**Problem description**: Keep only those lines of the records that include the string "School".

Records from a data source:
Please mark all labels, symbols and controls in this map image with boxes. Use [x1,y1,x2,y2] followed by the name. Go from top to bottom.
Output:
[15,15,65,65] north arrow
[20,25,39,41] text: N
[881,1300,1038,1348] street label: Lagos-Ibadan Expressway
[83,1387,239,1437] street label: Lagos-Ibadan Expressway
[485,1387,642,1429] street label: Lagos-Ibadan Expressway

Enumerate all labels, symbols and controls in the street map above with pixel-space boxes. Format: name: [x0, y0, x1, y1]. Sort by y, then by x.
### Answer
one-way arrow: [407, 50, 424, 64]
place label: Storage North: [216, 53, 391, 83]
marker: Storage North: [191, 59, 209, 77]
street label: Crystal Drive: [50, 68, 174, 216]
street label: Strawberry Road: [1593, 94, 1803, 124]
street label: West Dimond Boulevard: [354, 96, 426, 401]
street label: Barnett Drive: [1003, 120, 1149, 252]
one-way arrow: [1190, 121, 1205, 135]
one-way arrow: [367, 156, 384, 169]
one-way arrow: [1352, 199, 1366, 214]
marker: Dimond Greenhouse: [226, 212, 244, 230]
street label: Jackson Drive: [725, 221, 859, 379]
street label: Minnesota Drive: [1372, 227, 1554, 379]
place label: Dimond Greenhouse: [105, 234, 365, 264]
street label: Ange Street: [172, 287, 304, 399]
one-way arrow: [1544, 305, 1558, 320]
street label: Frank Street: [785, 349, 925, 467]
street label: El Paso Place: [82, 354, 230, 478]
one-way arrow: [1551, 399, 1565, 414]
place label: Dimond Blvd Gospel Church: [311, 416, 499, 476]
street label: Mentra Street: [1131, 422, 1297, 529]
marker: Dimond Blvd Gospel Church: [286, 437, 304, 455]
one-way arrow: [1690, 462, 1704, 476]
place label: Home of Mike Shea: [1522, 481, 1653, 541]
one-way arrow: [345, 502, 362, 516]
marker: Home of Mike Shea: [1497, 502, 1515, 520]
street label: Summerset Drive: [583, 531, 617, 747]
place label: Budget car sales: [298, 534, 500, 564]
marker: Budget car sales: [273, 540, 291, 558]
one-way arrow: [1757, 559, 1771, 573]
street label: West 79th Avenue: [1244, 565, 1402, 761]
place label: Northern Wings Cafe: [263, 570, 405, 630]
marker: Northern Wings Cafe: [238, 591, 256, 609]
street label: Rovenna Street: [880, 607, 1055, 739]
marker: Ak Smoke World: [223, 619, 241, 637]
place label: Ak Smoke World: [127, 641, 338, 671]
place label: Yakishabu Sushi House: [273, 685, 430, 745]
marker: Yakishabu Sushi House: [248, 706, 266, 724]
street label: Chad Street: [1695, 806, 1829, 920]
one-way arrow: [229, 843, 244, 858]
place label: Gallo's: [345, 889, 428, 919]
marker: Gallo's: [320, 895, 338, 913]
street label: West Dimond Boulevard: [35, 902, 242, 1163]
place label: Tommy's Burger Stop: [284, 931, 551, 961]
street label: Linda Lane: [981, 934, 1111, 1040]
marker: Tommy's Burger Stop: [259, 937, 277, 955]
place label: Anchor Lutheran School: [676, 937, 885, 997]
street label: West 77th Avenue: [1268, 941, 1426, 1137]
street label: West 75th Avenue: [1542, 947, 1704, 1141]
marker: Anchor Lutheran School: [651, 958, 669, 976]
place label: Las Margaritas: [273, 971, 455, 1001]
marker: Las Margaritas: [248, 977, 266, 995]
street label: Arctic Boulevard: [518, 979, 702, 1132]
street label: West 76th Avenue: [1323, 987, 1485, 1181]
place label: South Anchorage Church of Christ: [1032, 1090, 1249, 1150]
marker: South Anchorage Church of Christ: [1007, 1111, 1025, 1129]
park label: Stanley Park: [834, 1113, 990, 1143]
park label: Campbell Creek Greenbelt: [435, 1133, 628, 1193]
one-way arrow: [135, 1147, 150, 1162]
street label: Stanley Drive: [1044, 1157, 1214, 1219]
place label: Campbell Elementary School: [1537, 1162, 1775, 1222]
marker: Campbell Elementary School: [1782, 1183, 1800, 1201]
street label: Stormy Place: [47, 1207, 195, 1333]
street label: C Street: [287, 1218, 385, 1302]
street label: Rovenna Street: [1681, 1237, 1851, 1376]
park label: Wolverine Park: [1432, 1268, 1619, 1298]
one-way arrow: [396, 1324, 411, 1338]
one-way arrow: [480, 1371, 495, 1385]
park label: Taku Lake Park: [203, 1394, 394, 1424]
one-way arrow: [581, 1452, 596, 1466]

**Solution to the problem**:
place label: Anchor Lutheran School: [676, 937, 885, 997]
marker: Anchor Lutheran School: [651, 958, 669, 976]
place label: Campbell Elementary School: [1537, 1162, 1775, 1222]
marker: Campbell Elementary School: [1782, 1183, 1800, 1201]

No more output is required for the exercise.